Prince William, who had been due to attend and make a speech in his role as president of Britain’s film academy, was absent following the death of his grandfather. The ceremony opened with a tribute to Philip, who was the academy's first president in 1959.

Presenters including Hugh Grant, Tom Hiddleston, Gugu Mbatha-Raw and Priyanka Chopra Jonas announced the winners from the stage of London’s Royal Albert Hall, but recipients accepted their honors remotely, and there was no black-tie audience to cheer them on.

Director Remi Weekes, who won the British debut prize for his first feature, “His House,” noted the surreal sensation of accepting the award while sitting in his living room in a tuxedo.

“Nomadland” stars McDormand as a middle-aged woman who travels the American West while living out of her van and picking up short-term work.

Zhao, who lived among real American travelers for the film, thanked “the nomadic community who so generously welcomed us into their lives.”

“How we treat our elders says a lot about who we are as a society, and we need to do better,” she said.

The only previous female directing winner was Kathryn Bigelow in 2010 for “The Hurt Locker.”

The British film academy expanded its voting membership and shook up its rules last year in an attempt to address a glaring lack of diversity in the nominations.
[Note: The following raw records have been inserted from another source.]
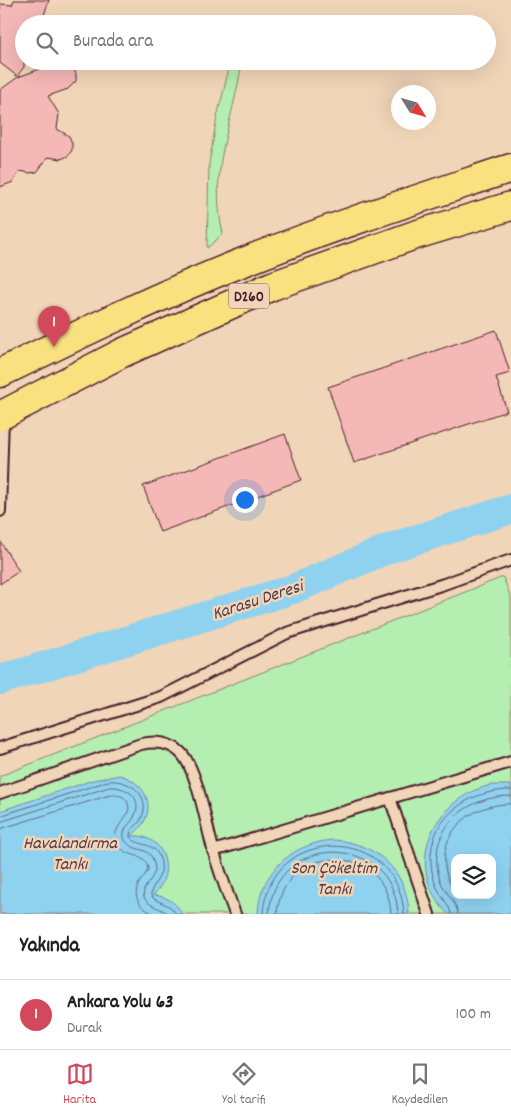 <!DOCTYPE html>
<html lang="tr">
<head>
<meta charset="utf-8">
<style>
  :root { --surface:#fff; --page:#f6f6f6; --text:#202124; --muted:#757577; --line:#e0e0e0; --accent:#d1495b }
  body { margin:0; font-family:Dekko,sans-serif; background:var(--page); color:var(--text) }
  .controls { position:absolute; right:15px; bottom:15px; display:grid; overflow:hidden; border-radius:10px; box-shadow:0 5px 20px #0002 }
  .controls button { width:45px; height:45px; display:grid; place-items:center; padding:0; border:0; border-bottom:1px solid var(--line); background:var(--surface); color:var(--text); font:25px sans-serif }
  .compass { position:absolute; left:391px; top:85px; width:45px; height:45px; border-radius:50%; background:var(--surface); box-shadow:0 5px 20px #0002; rotate:127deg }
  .you { position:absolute; left:244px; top:499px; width:18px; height:18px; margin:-12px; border:4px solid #fff; border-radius:50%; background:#1a73e8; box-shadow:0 0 0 8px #1a73e833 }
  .badge { display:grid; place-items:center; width:32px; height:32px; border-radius:50%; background:var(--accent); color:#fff; font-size:16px; font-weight:700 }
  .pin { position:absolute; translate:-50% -41px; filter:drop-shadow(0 1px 2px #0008) }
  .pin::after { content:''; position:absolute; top:26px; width:18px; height:15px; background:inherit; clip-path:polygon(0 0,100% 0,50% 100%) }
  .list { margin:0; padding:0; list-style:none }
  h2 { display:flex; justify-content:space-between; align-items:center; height:65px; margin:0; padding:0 20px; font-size:21px }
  h2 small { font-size:16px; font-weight:400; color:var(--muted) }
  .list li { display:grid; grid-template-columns:32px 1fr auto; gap:15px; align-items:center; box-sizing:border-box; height:70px; padding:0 20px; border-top:1px solid var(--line) }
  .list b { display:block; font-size:19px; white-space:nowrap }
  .list p { margin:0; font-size:16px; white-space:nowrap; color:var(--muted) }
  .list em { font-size:16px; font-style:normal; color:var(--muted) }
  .icon { flex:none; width:28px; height:28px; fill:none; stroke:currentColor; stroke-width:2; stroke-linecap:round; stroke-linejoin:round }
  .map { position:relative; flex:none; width:511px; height:914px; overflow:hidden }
  .search { position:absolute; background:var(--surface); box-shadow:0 5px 20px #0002; left:15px; right:15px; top:15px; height:55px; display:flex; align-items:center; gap:12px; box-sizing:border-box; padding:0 18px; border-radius:28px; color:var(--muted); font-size:19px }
  .sheet { height:135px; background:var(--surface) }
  nav { display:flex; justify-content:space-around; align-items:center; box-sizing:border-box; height:70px; border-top:1px solid var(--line); background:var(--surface); font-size:14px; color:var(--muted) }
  nav a { display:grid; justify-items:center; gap:2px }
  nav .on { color:var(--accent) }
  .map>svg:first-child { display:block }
  .green { fill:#b5eeb1; stroke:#80866e; fill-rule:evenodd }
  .water { fill:#8fd2f0; stroke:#738aa1; fill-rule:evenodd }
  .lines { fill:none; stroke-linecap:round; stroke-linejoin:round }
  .shore { stroke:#66677a; stroke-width:1 }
  .river { stroke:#8fd2f0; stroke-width:30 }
  .building { fill:#f4b8b6; stroke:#4a1f2b }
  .lane-casing { stroke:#4a1f2b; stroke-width:14 }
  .highway-casing { stroke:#4a1f2b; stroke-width:31 }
  .lane { stroke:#f1d5b8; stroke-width:10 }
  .highway { stroke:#fae180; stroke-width:28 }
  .labels { text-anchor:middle; stroke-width:5; stroke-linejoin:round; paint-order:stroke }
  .shield { fill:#f1d5b8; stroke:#7c5655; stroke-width:1 }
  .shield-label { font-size:15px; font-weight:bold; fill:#4a1f2b }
  .water-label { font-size:18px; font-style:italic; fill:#543a49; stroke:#f1d5b8 }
</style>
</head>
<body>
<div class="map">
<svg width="511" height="914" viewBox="0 0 511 914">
  <rect width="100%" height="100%" fill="#f1d5b8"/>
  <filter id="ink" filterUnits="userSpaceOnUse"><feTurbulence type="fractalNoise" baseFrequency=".02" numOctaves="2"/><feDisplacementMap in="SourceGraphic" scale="10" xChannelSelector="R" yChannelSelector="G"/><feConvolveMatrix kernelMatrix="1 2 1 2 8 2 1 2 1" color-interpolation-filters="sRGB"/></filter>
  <g filter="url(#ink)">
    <g class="green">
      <path d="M231 61H242C233 124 208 169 223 234L207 248 209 164 217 117Z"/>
      <path d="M503 577 511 598V914H0V776ZM455 858H492V895H455Z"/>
    </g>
    <g class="water">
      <path d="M120 775C152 785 158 816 131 836 165 833 177 874 153 895 166 896 176 902 182 914H0V811L93 780Z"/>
      <path d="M491 785H511V914H448C402 867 431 799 491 785ZM455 858H492V895H455Z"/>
      <path d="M333 840C375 842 408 871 409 914H258C259 872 293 843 333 840Z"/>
    </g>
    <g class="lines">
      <g class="shore">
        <path d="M0 816 108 781C130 779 154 796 140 821 136 827 129 829 130 837 139 848 157 840 161 863 164 879 150 884 151 896 158 904 170 902 176 914"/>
        <path d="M0 822 109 787C125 786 143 796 135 815 132 824 122 827 124 838 132 856 153 841 155 870 153 878 149 881 145 888 137 904 161 907 169 914"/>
        <path d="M0 829 110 795C121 794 128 797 129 809 126 822 107 831 120 847 129 859 146 851 148 869 146 875 142 878 139 883 131 898 142 910 155 914"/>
        <path d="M455 893C426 847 461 803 511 804"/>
        <path d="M263 914C268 824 399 823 404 914"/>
        <path d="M269 914C273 832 394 831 398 914"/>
        <path d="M277 914C282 841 388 841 391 914"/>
        <path d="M451 914C450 905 437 892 434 880 419 827 461 790 511 790"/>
        <path d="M458 914C457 902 444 892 440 880 425 831 464 796 511 796"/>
      </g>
      <polyline class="river" points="0,680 293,589 390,548 511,509"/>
    </g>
    <g class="building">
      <polygon points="14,0 49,0 41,24 24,24 24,67 17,76 0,63 0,4 12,5"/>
      <polygon points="59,62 67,63 73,67 76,74 76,81 68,89 48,96 59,114 57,129 69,136 72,143 72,150 68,156 61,159 48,157 37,172 30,173 20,171 13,182 0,187 0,90 18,77"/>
      <polygon points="496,330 510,373 496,377 507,411 354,463 328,387"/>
      <polygon points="285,434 301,480 160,532 143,486"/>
      <polygon points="0,541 19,571 0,584"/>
    </g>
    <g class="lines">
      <g class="lane-casing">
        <g id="lane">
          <polyline points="0,511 3,417"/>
          <polyline points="0,748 161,697 287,633 444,584 511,560"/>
          <path d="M0 793 141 744C155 741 169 742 180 752 197 767 206 825 213 849 219 871 227 892 235 914"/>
          <polyline points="390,798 429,914"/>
          <polyline points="213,851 511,762"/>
        </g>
      </g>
      <g class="highway-casing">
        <g id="highway">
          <path d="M0 373C82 333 166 292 251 259 336 225 424 197 511 168"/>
          <polyline points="0,416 122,353 272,286 412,236 511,206"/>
        </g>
      </g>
      <use href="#lane" class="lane"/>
      <use href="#highway" class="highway"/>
    </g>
  </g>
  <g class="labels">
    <rect class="shield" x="229" y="283.5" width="40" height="25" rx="4"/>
    <g class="shield-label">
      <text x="249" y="301">D260</text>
    </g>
    <g class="water-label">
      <text transform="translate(257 599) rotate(-18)" y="6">Karasu Deresi</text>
      <text x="70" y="848">Havalandırma<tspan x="70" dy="21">Tankı</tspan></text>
      <text x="334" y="873">Son Çökeltim<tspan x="334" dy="21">Tankı</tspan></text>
    </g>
  </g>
</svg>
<div class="controls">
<button><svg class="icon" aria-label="layers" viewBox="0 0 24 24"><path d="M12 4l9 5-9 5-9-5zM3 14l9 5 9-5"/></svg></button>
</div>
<svg class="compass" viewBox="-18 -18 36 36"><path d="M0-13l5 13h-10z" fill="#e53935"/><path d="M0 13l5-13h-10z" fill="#757577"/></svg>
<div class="you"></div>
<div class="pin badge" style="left:54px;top:347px">1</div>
<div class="search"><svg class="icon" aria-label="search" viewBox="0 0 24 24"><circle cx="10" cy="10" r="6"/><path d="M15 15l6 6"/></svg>Burada ara</div>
</div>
<section class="sheet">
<h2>Yakında<small></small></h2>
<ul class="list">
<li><span class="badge">1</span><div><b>Ankara Yolu 63</b><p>Durak</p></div><em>100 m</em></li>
</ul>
</section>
<nav>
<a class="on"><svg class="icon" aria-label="map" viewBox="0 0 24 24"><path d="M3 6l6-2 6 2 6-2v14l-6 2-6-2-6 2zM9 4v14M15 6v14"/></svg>Harita</a>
<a><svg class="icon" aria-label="directions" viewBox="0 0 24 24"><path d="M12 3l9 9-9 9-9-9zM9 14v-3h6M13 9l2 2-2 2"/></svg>Yol tarifi</a>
<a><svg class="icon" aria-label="saved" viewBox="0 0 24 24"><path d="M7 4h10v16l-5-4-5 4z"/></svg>Kaydedilen</a>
</nav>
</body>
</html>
In 2020, no women were nominated as best director for a seventh consecutive year, and all 20 nominees in the lead and supporting performer categories were white.
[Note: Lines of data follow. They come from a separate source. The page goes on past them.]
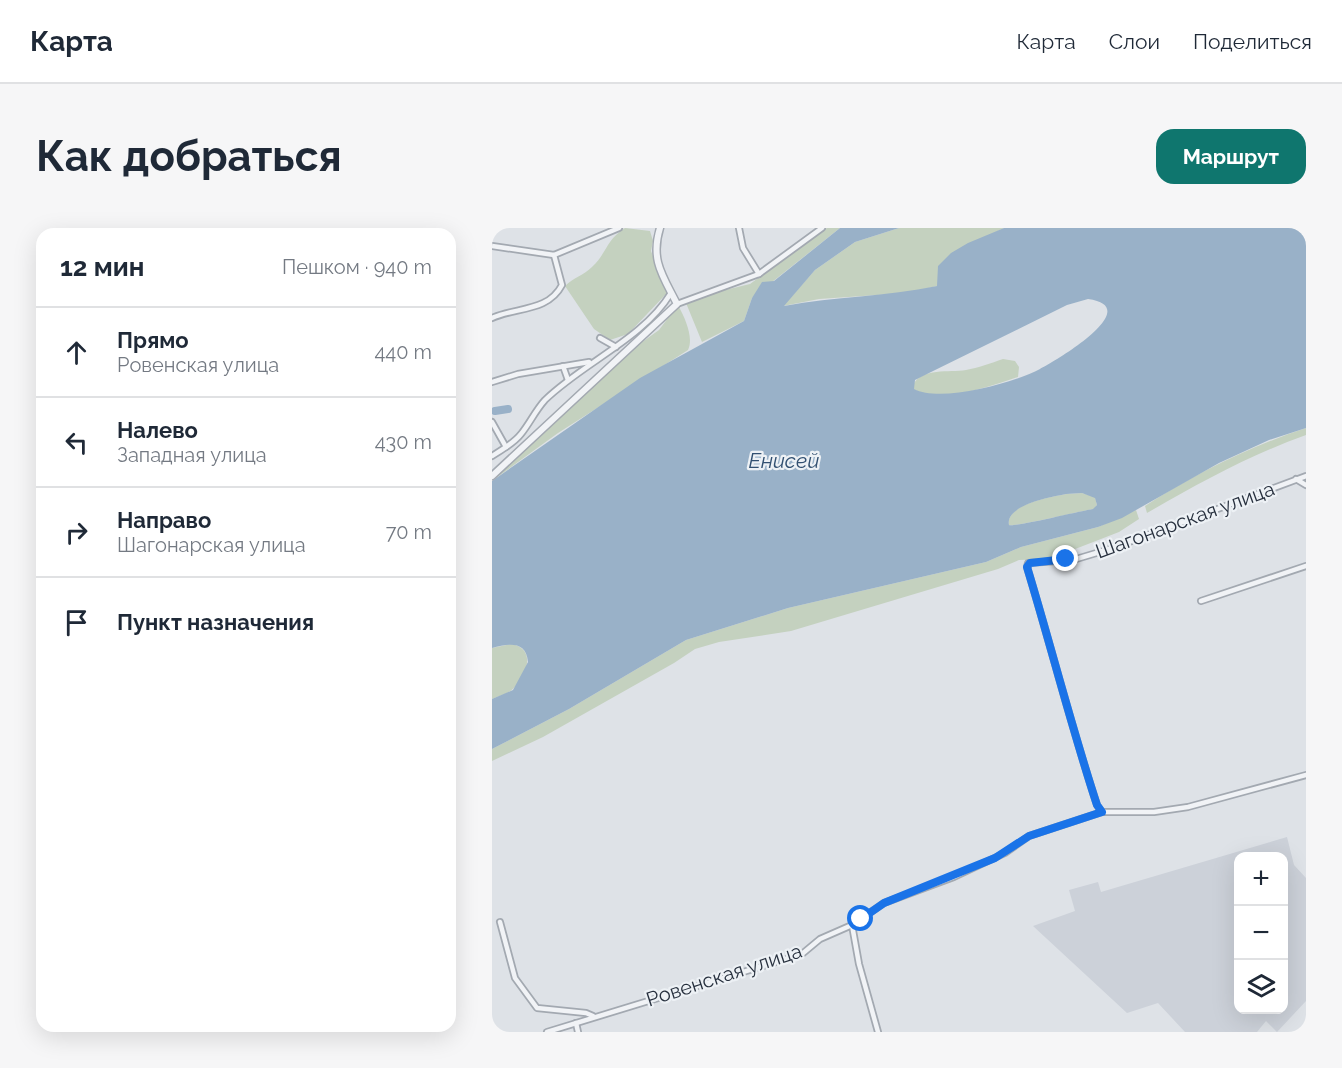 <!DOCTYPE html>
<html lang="ru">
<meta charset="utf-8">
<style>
:root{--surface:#fff;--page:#f6f6f7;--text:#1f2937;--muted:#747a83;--line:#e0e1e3;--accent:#0f766e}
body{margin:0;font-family:Raleway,sans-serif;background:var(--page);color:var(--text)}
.controls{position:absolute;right:18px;bottom:18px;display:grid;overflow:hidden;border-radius:12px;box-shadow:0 6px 24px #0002}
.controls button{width:54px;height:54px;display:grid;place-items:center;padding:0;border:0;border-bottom:2px solid var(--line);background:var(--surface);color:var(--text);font:30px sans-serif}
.stop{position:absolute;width:18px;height:18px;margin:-14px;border:4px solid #1a73e8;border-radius:50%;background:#fff}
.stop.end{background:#1a73e8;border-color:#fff;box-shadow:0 2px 6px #0008}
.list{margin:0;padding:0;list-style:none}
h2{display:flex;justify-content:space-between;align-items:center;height:78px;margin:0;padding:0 24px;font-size:26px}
h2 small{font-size:20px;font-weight:400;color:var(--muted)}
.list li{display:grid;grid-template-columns:39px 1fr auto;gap:18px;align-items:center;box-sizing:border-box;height:90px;padding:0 24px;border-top:2px solid var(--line)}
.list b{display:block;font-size:22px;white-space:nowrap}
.list p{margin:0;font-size:20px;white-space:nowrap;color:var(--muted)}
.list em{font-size:20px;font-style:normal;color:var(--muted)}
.icon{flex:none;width:33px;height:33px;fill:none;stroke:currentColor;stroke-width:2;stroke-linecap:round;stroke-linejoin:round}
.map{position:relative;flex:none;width:814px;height:804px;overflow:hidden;border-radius:18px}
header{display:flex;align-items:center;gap:36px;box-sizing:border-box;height:84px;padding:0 30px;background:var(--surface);border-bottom:2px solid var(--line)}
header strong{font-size:28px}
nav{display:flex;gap:33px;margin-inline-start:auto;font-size:21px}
.intro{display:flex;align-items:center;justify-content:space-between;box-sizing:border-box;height:144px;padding:0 36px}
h1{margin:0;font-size:42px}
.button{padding:15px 27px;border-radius:18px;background:var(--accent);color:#fff;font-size:21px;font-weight:700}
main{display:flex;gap:36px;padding:0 36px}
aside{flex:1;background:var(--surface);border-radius:18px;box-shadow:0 6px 24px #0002}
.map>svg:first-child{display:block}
</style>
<header>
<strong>Карта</strong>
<nav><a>Карта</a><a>Слои</a><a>Поделиться</a></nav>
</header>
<div class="intro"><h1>Как добраться</h1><a class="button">Маршрут</a></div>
<main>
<aside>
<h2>12 мин<small>Пешком · 940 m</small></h2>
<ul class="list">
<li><svg class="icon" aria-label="ahead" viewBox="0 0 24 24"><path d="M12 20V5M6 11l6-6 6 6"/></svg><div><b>Прямо</b><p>Ровенская улица</p></div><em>440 m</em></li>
<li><svg class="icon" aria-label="left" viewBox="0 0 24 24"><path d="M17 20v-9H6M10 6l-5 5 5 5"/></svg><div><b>Налево</b><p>Западная улица</p></div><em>430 m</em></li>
<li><svg class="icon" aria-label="right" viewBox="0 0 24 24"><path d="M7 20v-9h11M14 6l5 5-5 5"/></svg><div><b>Направо</b><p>Шагонарская улица</p></div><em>70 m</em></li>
<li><svg class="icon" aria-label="arrive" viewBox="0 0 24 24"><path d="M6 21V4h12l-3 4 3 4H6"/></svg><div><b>Пункт назначения</b></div></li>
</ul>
</aside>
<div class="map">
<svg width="814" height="804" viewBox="0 0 814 804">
<rect width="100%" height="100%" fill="#dee2e7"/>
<path fill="#ccd1d9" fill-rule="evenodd" d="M795,609L802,637L814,650V773L785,804L774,793L765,804H693L666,775L635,785L541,698L583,683L577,662L606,654L609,664ZM746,628H792V782H746Z"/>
<g fill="#c4d1bf">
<path d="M133,0L158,3L161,13L159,23L175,65L136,106L118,112L102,101L73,58C81,50 92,47 100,39C115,25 114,12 133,0Z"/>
<polygon points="335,0 348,0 260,70 252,93 210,114 194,75 225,64 258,56"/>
<polygon points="407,0 512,0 502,5 445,58 415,65 327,71 291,78 323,42 363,14"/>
<path d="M187,79C193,90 202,110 196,122L66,205L0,253L146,117L167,102L182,82Z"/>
<path d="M511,131L523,133L527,139L526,149C497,158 452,176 422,162L421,157C430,139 457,145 474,142C486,140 499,135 511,131Z"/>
<path d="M814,200V207C758,227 707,255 655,285L653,278C704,245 757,219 814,200Z"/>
<path d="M574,266L590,265L603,269L605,277L602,281C587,283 525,299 517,297C513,276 559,269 574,266Z"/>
<polygon points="644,282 647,291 627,304 578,323 553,331 527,332 506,341 299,403 227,414 203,421 182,435 51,509 0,533 0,521 77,481 194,412 296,380 494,334 529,319 606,299"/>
<path d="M19,416C44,420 36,446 22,460C16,466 7,468 0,471V420Z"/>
</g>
<path fill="#99b1c8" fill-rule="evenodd" d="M348,0H407L363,14L323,42L292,78C343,68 394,69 445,58L446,38L459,25L476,15L512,0H814V200L777,212L727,235L630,290L606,299L529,319L494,334L296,380L194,412L77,481L0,521V471L21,462L36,434C34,412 16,416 0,420V253L148,150L252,93L260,70L270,54L282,53ZM596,71C655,79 562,134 548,141C521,155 449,175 422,161L423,152L435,146L575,77ZM574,266L590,265L603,270L605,277L601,281C588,283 524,299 517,297C513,277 559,269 574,266Z"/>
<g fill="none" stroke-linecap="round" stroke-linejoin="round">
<polyline stroke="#99b1c8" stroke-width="8" points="3,183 16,181"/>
<defs>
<g id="minor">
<polyline points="247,0 251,20 267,46"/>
<polyline points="0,18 62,27 127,0"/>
<polyline points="185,76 267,46 330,0"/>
<path d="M0,90C24,79 56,84 70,57L62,27"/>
<polyline points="108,110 124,119"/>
<polyline points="71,138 76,152"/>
<polyline points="0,154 26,146 97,134"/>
<polyline points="0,194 14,219"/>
<path d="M0,228C10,222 22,215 29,206C38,195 43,183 53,172C92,134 151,111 179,65"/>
<polyline points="804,251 814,257"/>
<polyline points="709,373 814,338"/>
<path d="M610,584L605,577C579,498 559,418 535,339L536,335L581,332L621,320L814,248"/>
<polyline points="8,694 23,750 45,780 94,785 101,788"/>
<polyline points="360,697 367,736 386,804"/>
<polyline points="84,795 86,804"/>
<polyline points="55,804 310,726 328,711 360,697 392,675 462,649 513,625 537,608 610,584 662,584 696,579 814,547"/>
</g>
<path id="tertiary" d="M0,248L185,76C171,48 158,32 168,0"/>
</defs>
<use href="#minor" stroke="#a3a9b1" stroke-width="8"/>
<use href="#tertiary" stroke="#a3a9b1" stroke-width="9"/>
<use href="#minor" stroke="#f1f3f6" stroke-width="4.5"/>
<use href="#tertiary" stroke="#f1f3f6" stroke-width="6"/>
</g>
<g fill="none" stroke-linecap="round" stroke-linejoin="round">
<path stroke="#1a73e8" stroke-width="8" d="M369,691L392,675L503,630L537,608L610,584L605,577C579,498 559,418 535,339L538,335L574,331"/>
</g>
<g text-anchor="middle" stroke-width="4.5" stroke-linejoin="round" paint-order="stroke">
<g font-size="20" fill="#27303e" stroke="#edf1f5">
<text transform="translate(693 292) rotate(-20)" y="7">Шагонарская улица</text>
<text transform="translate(232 747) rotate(-18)" y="7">Ровенская улица</text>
</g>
<g font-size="21" font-style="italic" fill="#325071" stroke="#edf1f5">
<text x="292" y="240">Енисей</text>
</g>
</g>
</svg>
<div class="controls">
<button>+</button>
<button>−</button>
<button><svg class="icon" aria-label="layers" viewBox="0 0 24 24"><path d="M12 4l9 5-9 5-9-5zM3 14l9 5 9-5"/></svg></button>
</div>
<div class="stop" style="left:369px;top:691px"></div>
<div class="stop end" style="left:574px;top:331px"></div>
</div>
</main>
Under new rules that, among other things, made watching all longlisted films compulsory for academy voters, this year’s slate of acting nominees was strikingly more diverse, and four of the six filmmakers nominated for best director were women: Zhao, Sarah Gavron (“Rocks”), Shannon Murphy (“Babyteeth”) and Jasmila Zbanic (“Quo Vadis, Aida?”).

Asked what her directing prize meant for Asian women in film, Zhao said: “If this means more people like me get to live their dreams, then I feel very grateful.”

BAFTA chief executive Amanda Berry said the academy was “determined to make change.”

“We are not there yet, this is definitely still a work in progress, but I am really pleased with how far we have come,” she said.

Kaluuya was named best supporting actor for playing Black Panther leader Fred Hampton in “Judas and the Black Messiah.”

Youn appeared astonished to win the best-actress prize for Korean-American family drama “Minari.” The Korean performer said she had always thought of the British as “very snobbish people.” But, she later clarified, “not in a bad way.”

Bakray, 19, won the Rising Star award, whose previous winners include Kaluuya, Kristin Stewart, Tom Hardy and John Boyega.

“I don’t know how to feel,” she said. “When we filmed ‘Rocks,’ I thought 100 people would watch this film, max.”

Danish director Thomas Vinterberg’s “Another Round” was named best film not in the English language. Vinterberg paid tribute to his daughter Ida, who had been due to appear in the film and died in a car crash at the start of the shoot.

“We made this movie for her, so the honor granted by you, BAFTA voters, means more to us than you could ever imagine,” he said.

The British awards are usually held a week or two before the Academy Awards and have become an important awards-season staging post. This year, both the BAFTAs and the Oscars were postponed from their usual February berths because of the coronavirus pandemic.

BAFTAs in craft and backstage categories were handed out in a separate ceremony on Saturday, when “Ma Rainey’s Black Bottom” won two prizes, for costume design and hair and makeup.

Other double winners included “The Father” (best actor and adapted screenplay), “Sound of Metal” (editing and sound), “Promising Young Woman” (British film and original screenplay) and “Soul” (animated film and musical score).

Director Ang Lee was awarded the academy’s top honor, the BAFTA Fellowship.

Actor, writer and director Noel Clarke received the outstanding British contribution to cinema award, dedicating it to “my young Black boys and girls out there that never believed it could happen to them.”